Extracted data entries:

========

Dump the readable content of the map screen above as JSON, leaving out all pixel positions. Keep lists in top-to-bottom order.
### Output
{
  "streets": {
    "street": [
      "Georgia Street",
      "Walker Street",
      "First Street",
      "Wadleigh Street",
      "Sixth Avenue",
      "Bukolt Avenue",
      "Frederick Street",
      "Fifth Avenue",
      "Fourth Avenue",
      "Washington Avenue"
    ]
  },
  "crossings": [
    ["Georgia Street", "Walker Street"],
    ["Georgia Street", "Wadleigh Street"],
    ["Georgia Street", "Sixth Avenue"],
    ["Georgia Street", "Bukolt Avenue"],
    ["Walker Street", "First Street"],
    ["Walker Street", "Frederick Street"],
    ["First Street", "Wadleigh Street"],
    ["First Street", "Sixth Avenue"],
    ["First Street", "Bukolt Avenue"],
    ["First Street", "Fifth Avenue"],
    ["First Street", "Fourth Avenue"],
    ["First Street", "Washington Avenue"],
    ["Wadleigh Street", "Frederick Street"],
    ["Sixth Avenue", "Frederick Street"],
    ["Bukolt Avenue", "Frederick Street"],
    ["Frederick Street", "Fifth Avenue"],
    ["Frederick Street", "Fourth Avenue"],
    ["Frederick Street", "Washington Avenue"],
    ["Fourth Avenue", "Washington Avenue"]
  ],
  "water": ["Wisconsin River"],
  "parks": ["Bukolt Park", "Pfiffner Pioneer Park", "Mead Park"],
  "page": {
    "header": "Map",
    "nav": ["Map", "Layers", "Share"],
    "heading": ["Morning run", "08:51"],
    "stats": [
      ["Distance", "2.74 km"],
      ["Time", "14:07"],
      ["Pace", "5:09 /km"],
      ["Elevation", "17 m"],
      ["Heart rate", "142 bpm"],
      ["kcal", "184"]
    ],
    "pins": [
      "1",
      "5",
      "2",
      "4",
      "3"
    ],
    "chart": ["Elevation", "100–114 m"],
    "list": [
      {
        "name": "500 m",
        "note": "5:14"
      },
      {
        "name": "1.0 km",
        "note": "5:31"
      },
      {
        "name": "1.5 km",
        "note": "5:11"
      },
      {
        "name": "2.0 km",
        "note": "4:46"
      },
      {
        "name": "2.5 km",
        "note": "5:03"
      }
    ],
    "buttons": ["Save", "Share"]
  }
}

========

▶ Problem
Within the entries, find all lines holding "Share" and copy each one.

▶ Your solution
    "nav": ["Map", "Layers", "Share"],
    "buttons": ["Save", "Share"]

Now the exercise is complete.